Diwali, which is also referred to as Deepavali in many parts of the country, is one of the most popular Hindu festivals. The term ‘Deepavali' literally translates to a row of lights, with “deep” meaning light and “avali” meaning row, earning it the moniker, “the festival of lights”. The lighting of diyas signifies the victory of good over evil.
Diwali is being observed on November 4, this year. The day of celebration is chosen based on the Hindu calendar. Diwali falls on the 15th day of Kartik month of the Hindu calendar, due to which the date as per the Gregorian calendar varies every year.
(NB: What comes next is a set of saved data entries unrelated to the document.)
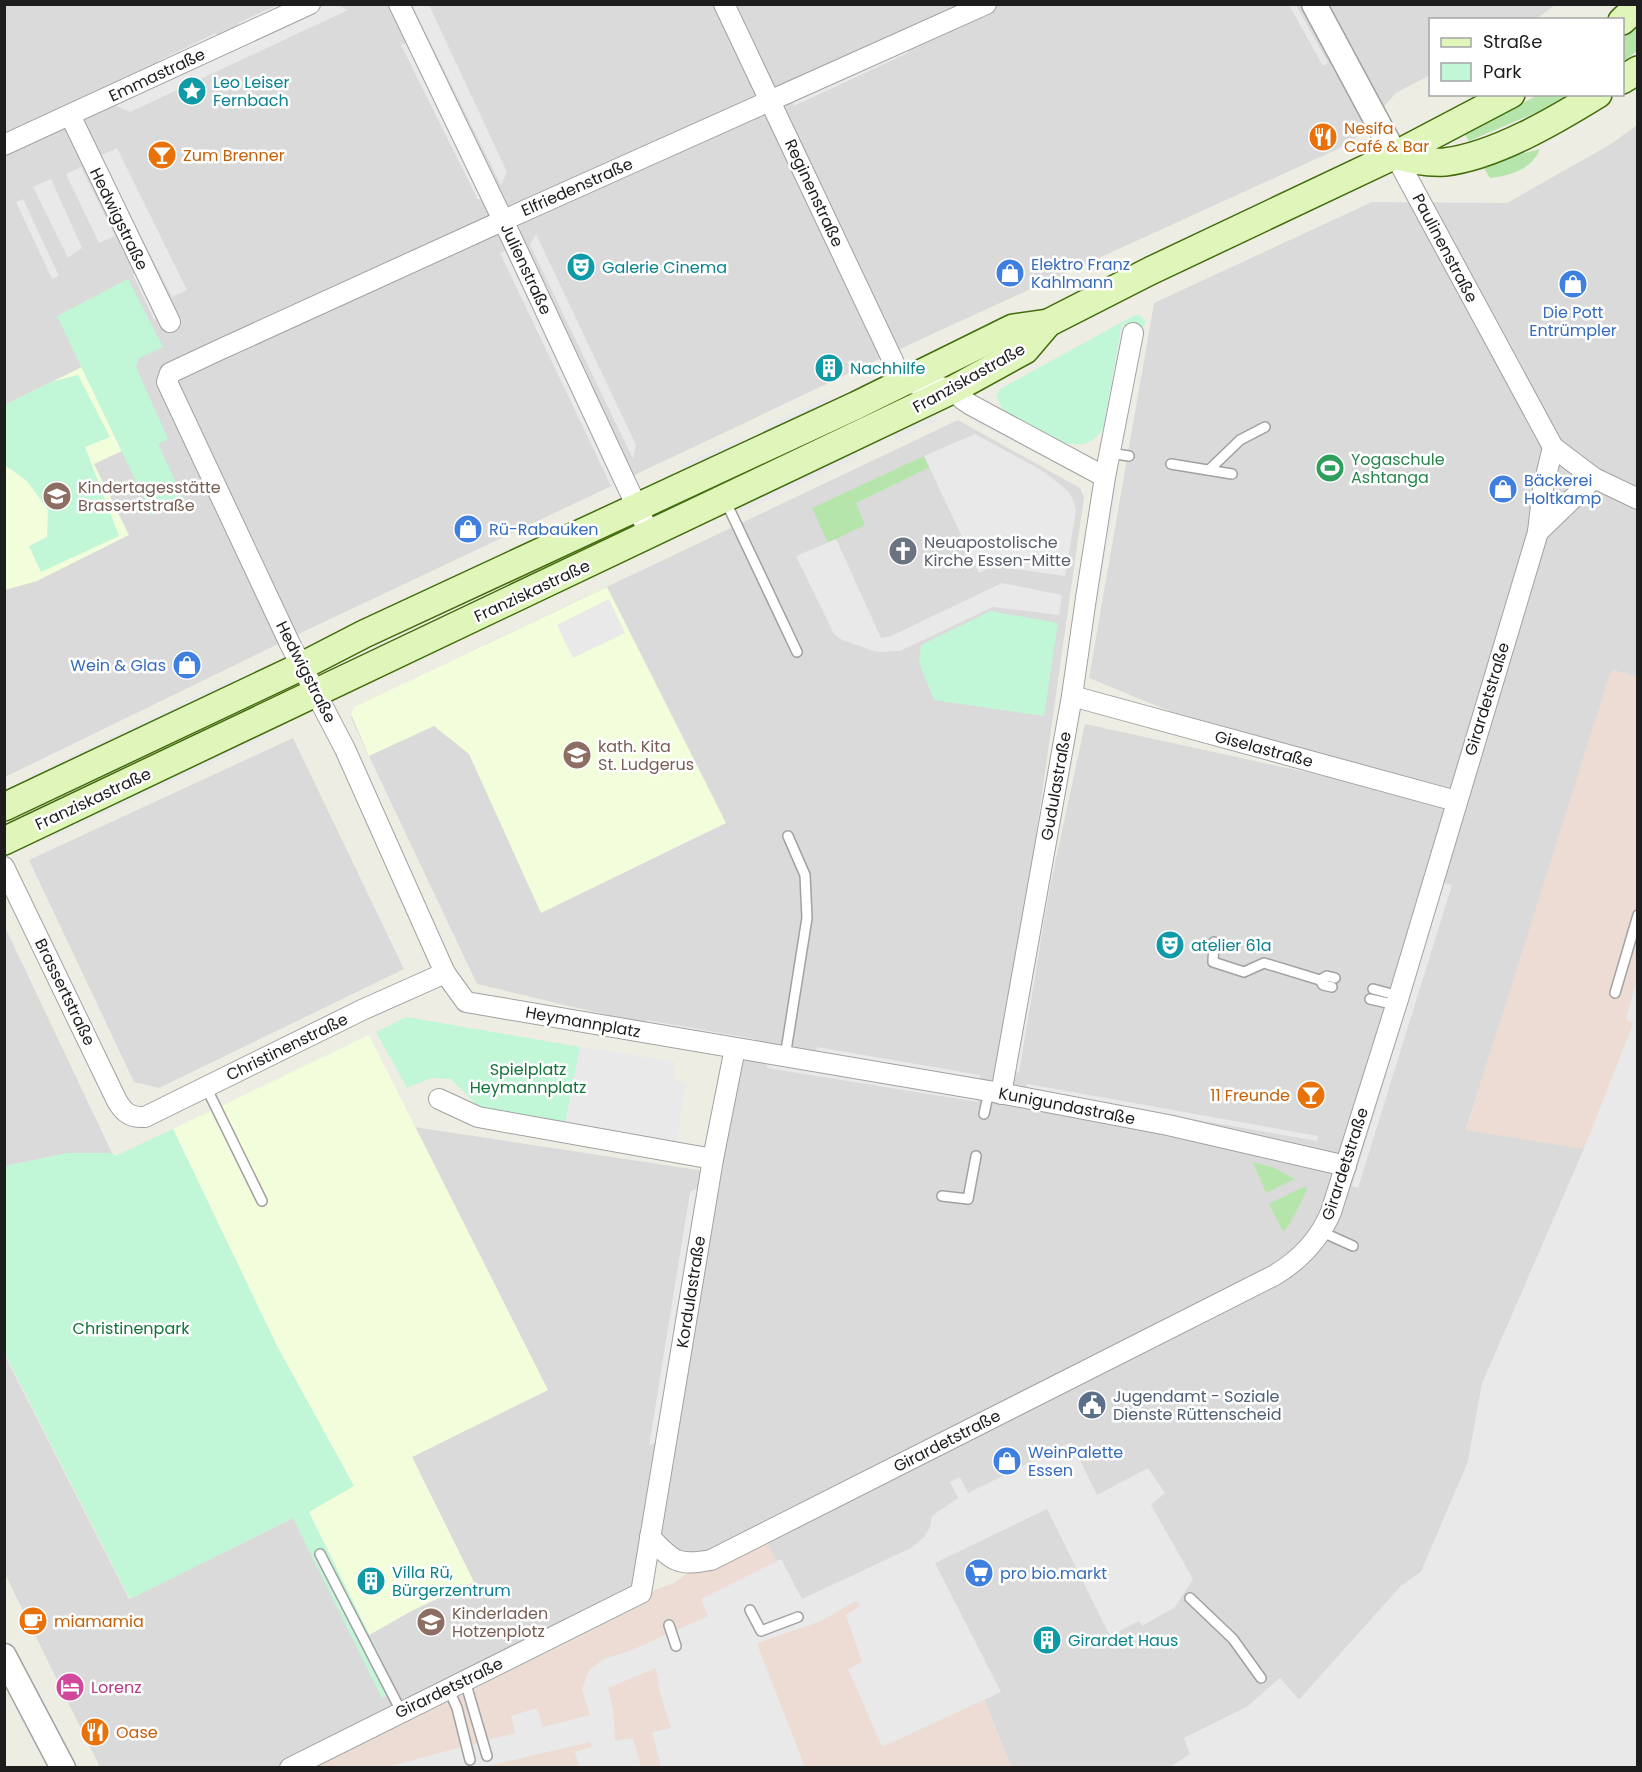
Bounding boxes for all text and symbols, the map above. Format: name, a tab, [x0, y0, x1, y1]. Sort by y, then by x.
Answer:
legend	[1429, 18, 1624, 96]
text: Straße	[1483, 29, 1542, 54]
street label: Emmastraße	[105, 43, 209, 107]
text: Park	[1483, 59, 1522, 84]
place label: Leo Leiser Fernbach	[213, 71, 289, 112]
place icon: Leo Leiser Fernbach	[176, 75, 208, 107]
place label: Nesifa Café & Bar	[1344, 117, 1429, 158]
restaurant icon: Nesifa Café & Bar	[1307, 121, 1339, 153]
street label: Reginenstraße	[779, 135, 849, 251]
bar icon: Zum Brenner	[146, 139, 178, 171]
place label: Zum Brenner	[183, 144, 285, 167]
street label: Elfriedenstraße	[518, 152, 637, 222]
street label: Hedwigstraße	[84, 164, 154, 274]
street label: Paulinenstraße	[1407, 189, 1483, 307]
street label: Julienstraße	[495, 219, 557, 319]
theatre icon: Galerie Cinema	[565, 251, 597, 283]
place label: Elektro Franz Kahlmann	[1031, 253, 1130, 294]
place label: Galerie Cinema	[602, 256, 727, 279]
shop icon: Elektro Franz Kahlmann	[994, 257, 1026, 289]
shop icon: Die Pott Entrümpler	[1557, 268, 1589, 300]
place label: Die Pott Entrümpler	[1529, 301, 1617, 342]
street label: Franziskastraße	[909, 337, 1030, 418]
building icon: Nachhilfe	[813, 352, 845, 384]
place label: Nachhilfe	[850, 357, 925, 380]
place label: Yogaschule Ashtanga	[1351, 448, 1445, 489]
sports icon: Yogaschule Ashtanga	[1314, 452, 1346, 484]
place label: Bäckerei Holtkamp	[1524, 469, 1602, 510]
shop icon: Bäckerei Holtkamp	[1487, 473, 1519, 505]
place label: Kindertagesstätte Brassertstraße	[78, 476, 221, 517]
school or university icon: Kindertagesstätte Brassertstraße	[41, 480, 73, 512]
shop icon: Rü-Rabauken	[452, 513, 484, 545]
place label: Rü-Rabauken	[489, 518, 599, 541]
place label: Neuapostolische Kirche Essen-Mitte	[924, 531, 1071, 572]
church icon: Neuapostolische Kirche Essen-Mitte	[887, 535, 919, 567]
street label: Franziskastraße	[470, 554, 594, 628]
street label: Hedwigstraße	[270, 617, 342, 727]
street label: Girardetstraße	[1459, 639, 1515, 759]
shop icon: Wein & Glas	[171, 649, 203, 681]
place label: Wein & Glas	[70, 654, 166, 677]
street label: Giselastraße	[1212, 725, 1316, 773]
street label: Gudulastraße	[1035, 730, 1077, 842]
place label: kath. Kita St. Ludgerus	[598, 735, 694, 776]
school or university icon: kath. Kita St. Ludgerus	[561, 739, 593, 771]
street label: Franziskastraße	[31, 762, 155, 836]
theatre icon: atelier 61a	[1154, 929, 1186, 961]
street label: Brassertstraße	[29, 934, 101, 1050]
place label: atelier 61a	[1191, 934, 1272, 957]
street label: Heymannplatz	[524, 1001, 642, 1043]
street label: Christinenstraße	[222, 1008, 352, 1086]
park label: Spielplatz Heymannplatz	[470, 1058, 586, 1099]
bar icon: 11 Freunde	[1295, 1079, 1327, 1111]
street label: Kunigundastraße	[997, 1081, 1137, 1131]
place label: 11 Freunde	[1210, 1084, 1290, 1107]
street label: Girardetstraße	[1316, 1105, 1374, 1223]
street label: Kordulastraße	[671, 1234, 711, 1350]
park label: Christinenpark	[73, 1317, 190, 1340]
place label: Jugendamt - Soziale Dienste Rüttenscheid	[1113, 1385, 1282, 1426]
public building icon: Jugendamt - Soziale Dienste Rüttenscheid	[1076, 1389, 1108, 1421]
street label: Girardetstraße	[889, 1404, 1005, 1478]
place label: WeinPalette Essen	[1028, 1441, 1123, 1482]
shop icon: WeinPalette Essen	[991, 1445, 1023, 1477]
supermarket icon: pro bio.markt	[963, 1557, 995, 1589]
place label: Villa Rü, Bürgerzentrum	[392, 1561, 511, 1602]
place label: pro bio.markt	[1000, 1562, 1107, 1585]
building icon: Villa Rü, Bürgerzentrum	[355, 1565, 387, 1597]
place label: Kinderladen Hotzenplotz	[452, 1602, 548, 1643]
cafe icon: miamamia	[17, 1605, 49, 1637]
school or university icon: Kinderladen Hotzenplotz	[415, 1606, 447, 1638]
place label: miamamia	[54, 1610, 144, 1633]
building icon: Girardet Haus	[1031, 1624, 1063, 1656]
place label: Girardet Haus	[1068, 1629, 1178, 1652]
street label: Girardetstraße	[391, 1652, 507, 1724]
hotel icon: Lorenz	[54, 1671, 86, 1703]
place label: Lorenz	[91, 1676, 142, 1699]
restaurant icon: Oase	[79, 1716, 111, 1748]
place label: Oase	[116, 1721, 158, 1744]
The mythology behind Diwali varies from region to region. Predominantly, however, Diwali is celebrated to mark the return of Lord Rama, with his wife Sita and brother Lakshman to Ayodhya, at the end of his 14-year long exile and after defeating Ravana, the king of Lanka. To mark Lord Rama's return, his subjects in Ayodhya lit the entire kingdom with earthen diyas.
Even today, as per tradition, houses across the country are decorated with oil lamps, flower garlands and rangoli designs. It is due to this practice of lighting lamps that Diwali is called “the festival of lights”.
Diwali is a five-day-long festival. The first day is Dhanteras, followed by Chhoti Diwali, also known as Naraka Chaturdasi. It is celebrated to mark the vanquishing of the demon Naraka by Lord Krishna. On Amavasya or Diwali, the third day, devotees worship Goddess Lakshmi and Lord Ganesha.
Govardhan Puja is performed on Day 4. On this day, people express their gratitude to Lord Krishna, who according to Hindu mythology lifted the Govardhan hill in Vrindavan to provide shelter to people from torrential rain. Bhai Dooj is observed on the last day of this festive period to celebrate the bond between brothers and sisters.